───── Information provided

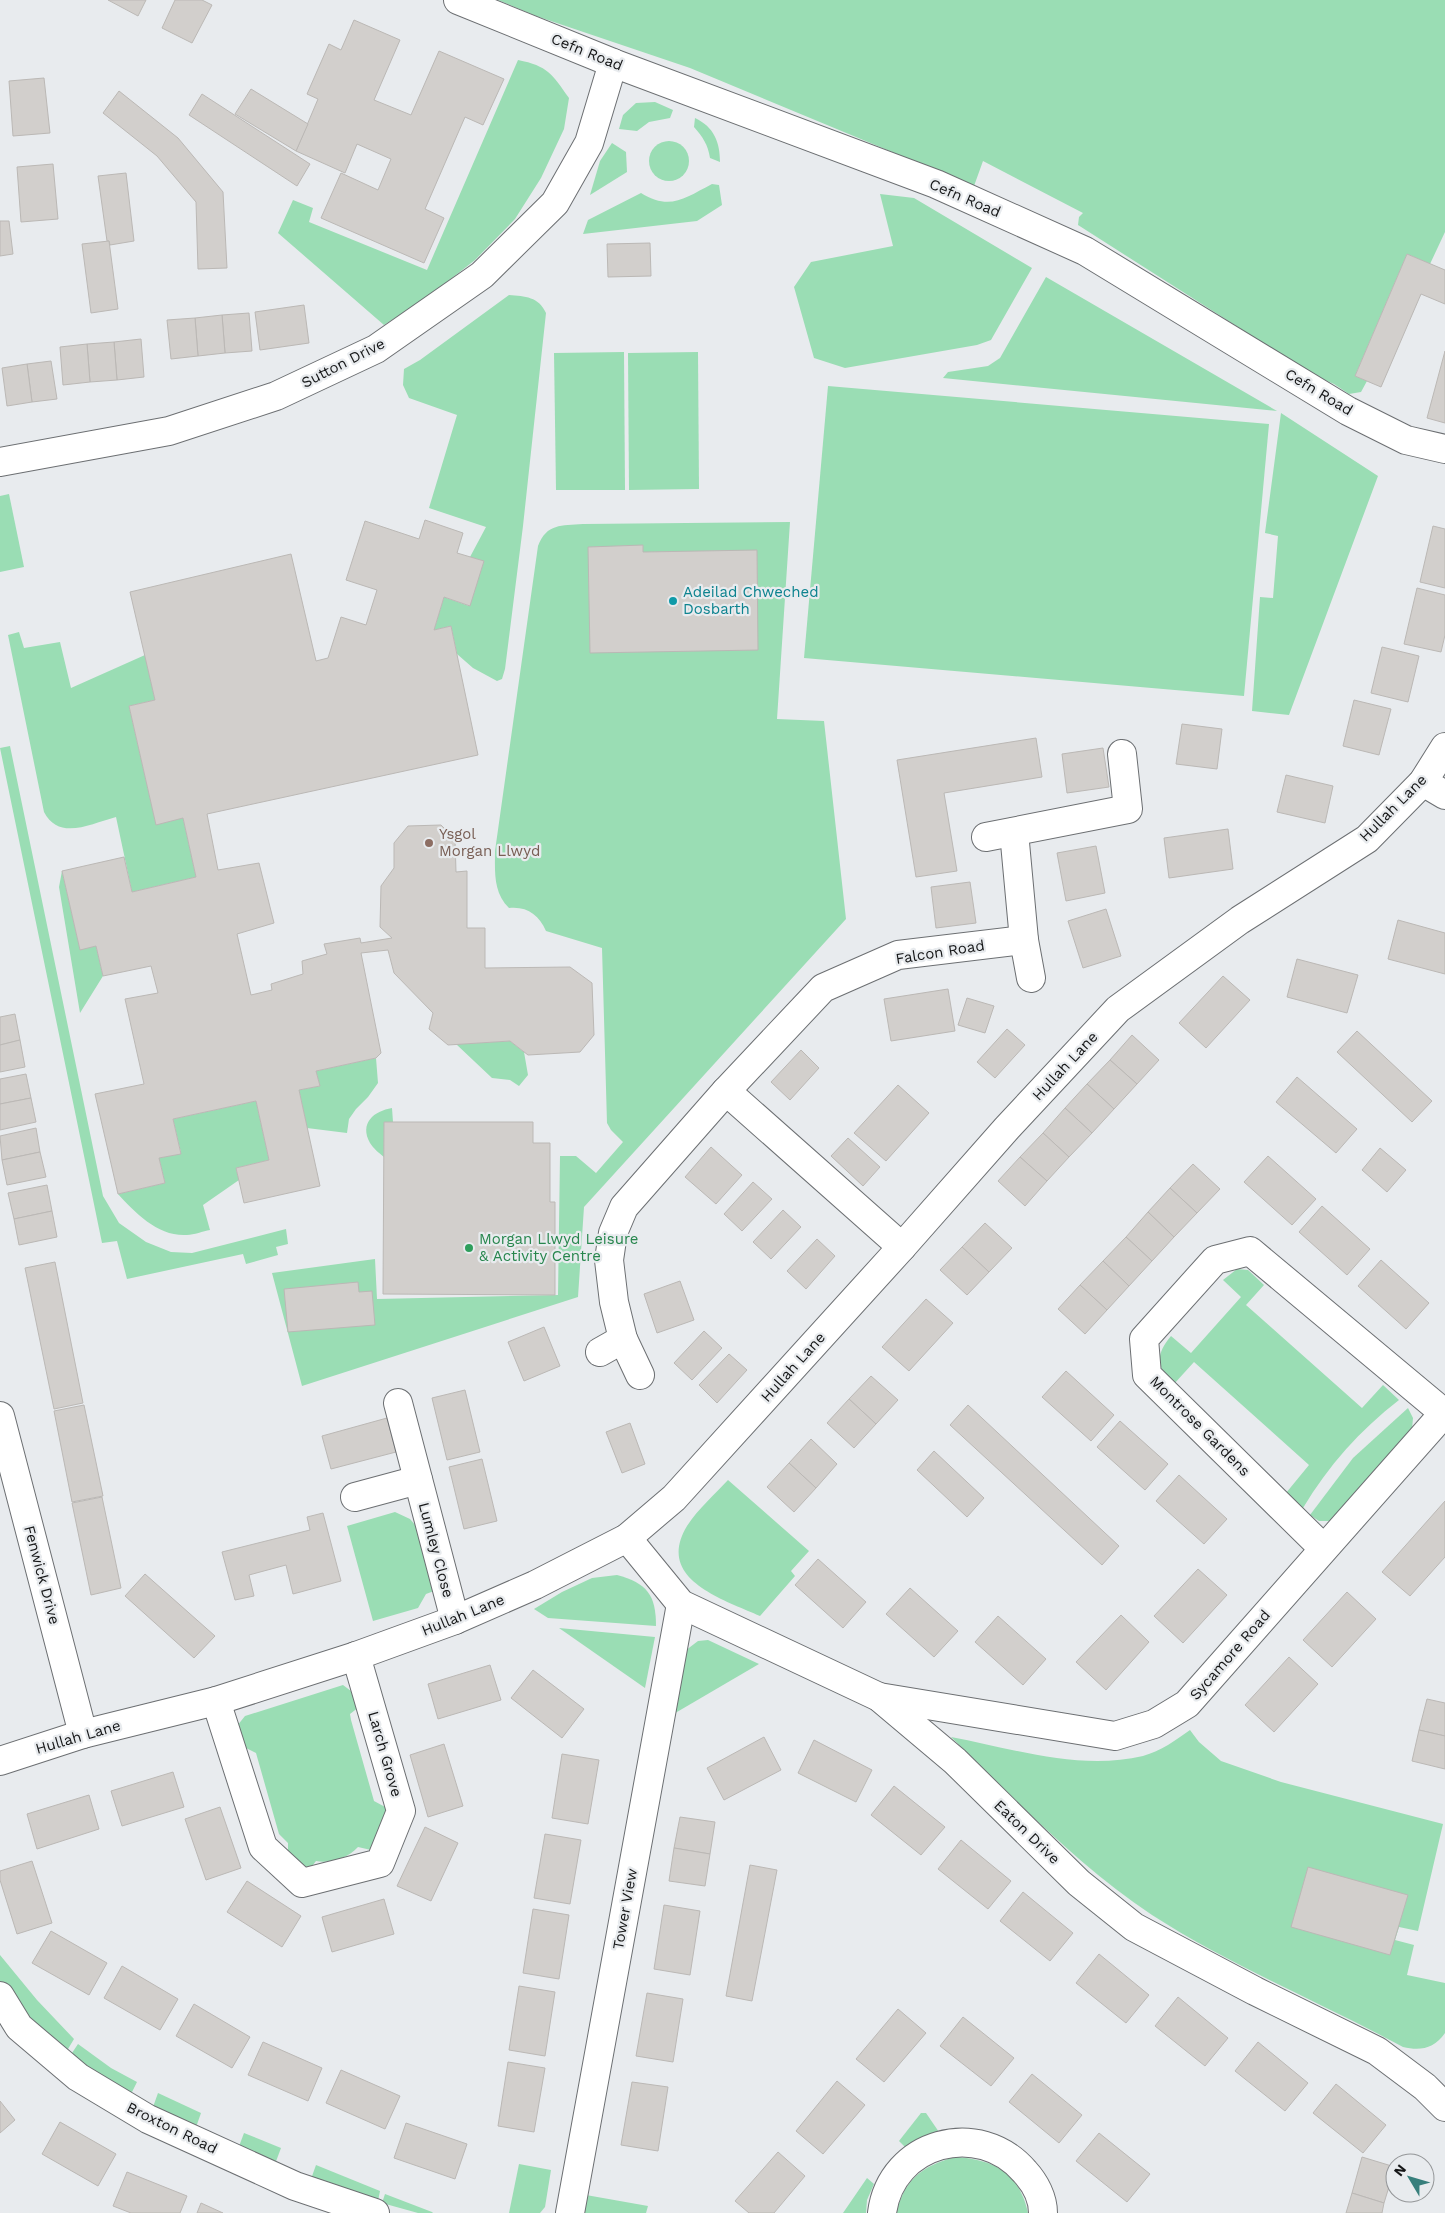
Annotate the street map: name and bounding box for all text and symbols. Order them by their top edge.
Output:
street label: Cefn Road [548,29,626,75]
street label: Cefn Road [927,175,1003,221]
street label: Sutton Drive [298,334,388,392]
street label: Cefn Road [1282,365,1356,419]
place label: Adeilad Chweched Dosbarth [683,583,819,618]
marker: Adeilad Chweched Dosbarth [667,595,679,607]
street label: Hullah Lane [1356,771,1430,845]
place label: Ysgol Morgan Llwyd [439,825,540,860]
marker: Ysgol Morgan Llwyd [423,837,435,849]
street label: Falcon Road [894,936,986,968]
street label: Hullah Lane [1029,1028,1101,1104]
place label: Morgan Llwyd Leisure & Activity Centre [479,1230,639,1265]
marker: Morgan Llwyd Leisure & Activity Centre [463,1242,475,1254]
street label: Hullah Lane [757,1328,829,1406]
street label: Montrose Gardens [1146,1372,1254,1480]
street label: Lumley Close [415,1500,457,1600]
street label: Fenwick Drive [20,1524,64,1626]
street label: Hullah Lane [419,1590,507,1640]
street label: Sycamore Road [1186,1606,1274,1704]
street label: Larch Grove [364,1709,406,1799]
street label: Hullah Lane [33,1716,123,1758]
street label: Eaton Drive [990,1796,1064,1868]
street label: Tower View [609,1866,641,1951]
street label: Broxton Road [124,2098,220,2158]
north arrow [1385,2153,1435,2203]
text: N [1390,2161,1409,2179]

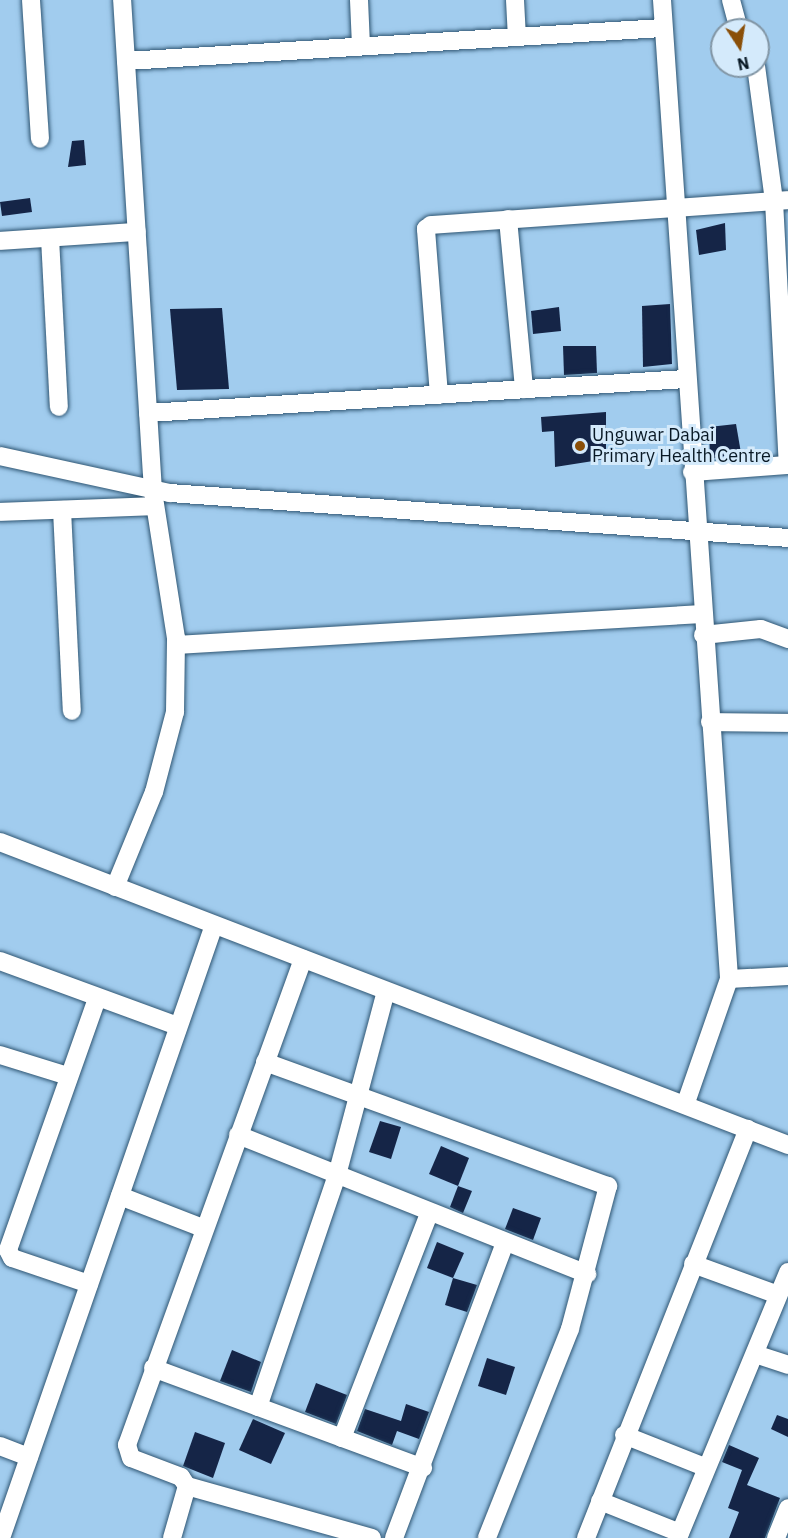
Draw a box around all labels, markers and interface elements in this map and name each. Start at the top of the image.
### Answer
north arrow [710,18,770,78]
text: N [736,53,751,75]
place label: Unguwar Dabai Primary Health Centre [592,425,771,468]
marker: Unguwar Dabai Primary Health Centre [573,439,587,453]

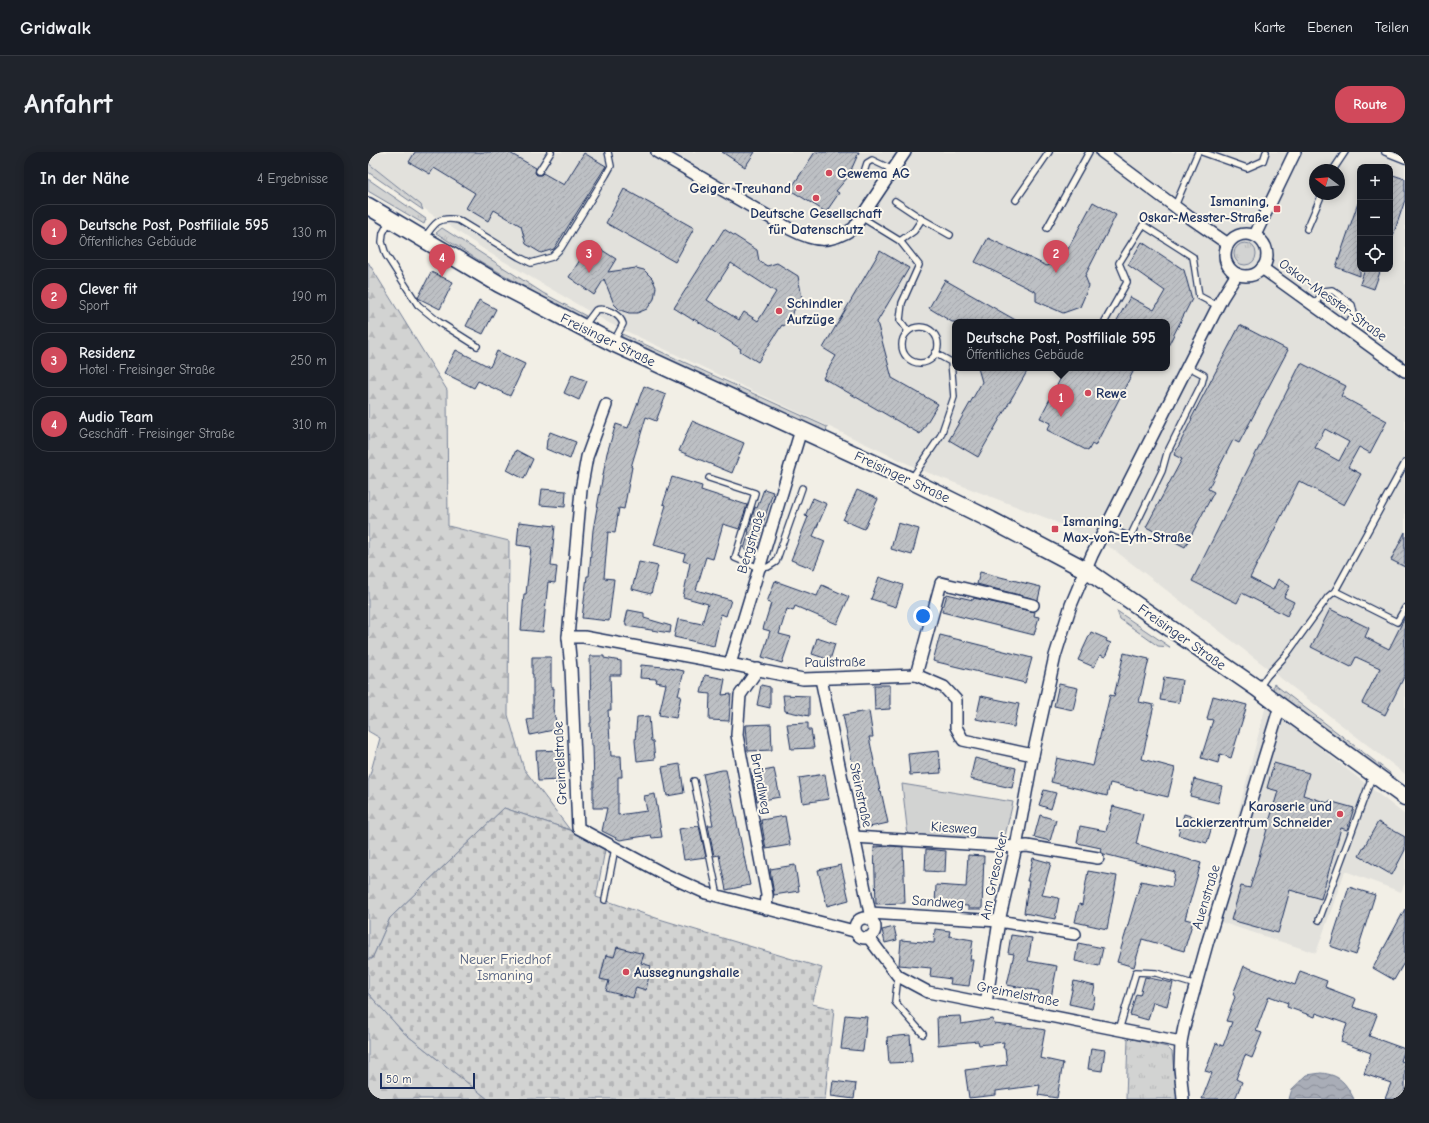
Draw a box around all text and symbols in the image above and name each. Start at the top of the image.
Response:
text: Gridwalk [20,17,91,39]
text: Karte [1254,19,1285,36]
text: Ebenen [1307,19,1353,36]
text: Teilen [1375,19,1409,36]
button: Route [1335,86,1405,123]
text: Anfahrt [24,88,113,120]
north arrow [1309,164,1345,200]
map controls [1357,164,1393,272]
button: + [1357,164,1393,200]
place label: Gewema AG [837,165,910,182]
marker: Gewema AG [824,168,834,178]
text: In der Nähe [40,169,129,188]
text: 4 Ergebnisse [257,171,328,186]
place label: Geiger Treuhand [690,180,791,197]
marker: Geiger Treuhand [794,183,804,193]
marker: Deutsche Gesellschaft für Datenschutz [811,193,821,203]
place label: Ismaning, Oskar-Messter-Straße [1139,193,1269,226]
button: − [1357,200,1393,236]
marker: Ismaning, Oskar-Messter-Straße [1272,204,1282,214]
place label: Deutsche Gesellschaft für Datenschutz [750,205,882,238]
text: Deutsche Post, Postfiliale 595 [79,216,269,234]
text: 1 [51,225,57,240]
text: 130 m [292,225,327,240]
text: Öffentliches Gebäude [79,234,197,249]
button: locate [1357,236,1393,272]
pin: 3 [576,240,602,273]
pin: 2 [1043,240,1069,273]
pin: 4 [429,244,455,277]
street label: Oskar-Messter-Straße [1276,255,1390,345]
text: Clever fit [79,280,137,298]
text: 2 [51,289,57,304]
text: 190 m [292,289,327,304]
place label: Schindler Aufzüge [787,295,843,328]
text: Sport [79,298,109,313]
marker: Schindler Aufzüge [774,306,784,316]
street label: Freisinger Straße [558,310,658,370]
popup [952,319,1170,371]
text: Deutsche Post, Postfiliale 595 [966,329,1156,347]
text: Residenz [79,344,135,362]
text: Öffentliches Gebäude [966,347,1084,362]
text: 3 [51,353,57,368]
text: 250 m [290,353,327,368]
text: Hotel · Freisinger Straße [79,362,215,377]
pin: 1 [1048,384,1074,417]
place label: Rewe [1096,385,1127,402]
marker: Rewe [1083,388,1093,398]
text: Audio Team [79,408,153,426]
text: 4 [51,417,57,432]
text: 310 m [292,417,327,432]
text: Geschäft · Freisinger Straße [79,426,235,441]
street label: Freisinger Straße [851,447,953,507]
street label: Bergstraße [733,508,769,576]
place label: Ismaning, Max-von-Eyth-Straße [1063,513,1192,546]
marker: Ismaning, Max-von-Eyth-Straße [1050,524,1060,534]
street label: Freisinger Straße [1135,600,1229,674]
your location [913,606,933,626]
street label: Paulstraße [804,653,866,671]
street label: Greimelstraße [549,721,571,805]
street label: Bründlweg [747,752,775,816]
street label: Steinstraße [846,761,876,829]
place label: Karoserie und Lackierzentrum Schneider [1175,798,1332,831]
marker: Karoserie und Lackierzentrum Schneider [1335,809,1345,819]
street label: Kiesweg [930,818,978,838]
street label: Am Griesacker [976,830,1012,921]
street label: Auenstraße [1188,863,1224,931]
street label: Sandweg [911,892,965,912]
park label: Neuer Friedhof Ismaning [460,951,551,984]
place label: Aussegnungshalle [634,964,740,981]
marker: Aussegnungshalle [621,967,631,977]
street label: Greimelstraße [975,978,1061,1010]
scale bar [380,1071,475,1090]
text: 50 m [386,1073,411,1086]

──────────

◆ **Requirement**: Search the lines above for the string "Centre" and copy each line that has it.

◆ **Problem solution**:
place label: Morgan Llwyd Leisure & Activity Centre [479,1230,639,1265]
marker: Morgan Llwyd Leisure & Activity Centre [463,1242,475,1254]
place label: Unguwar Dabai Primary Health Centre [592,425,771,468]
marker: Unguwar Dabai Primary Health Centre [573,439,587,453]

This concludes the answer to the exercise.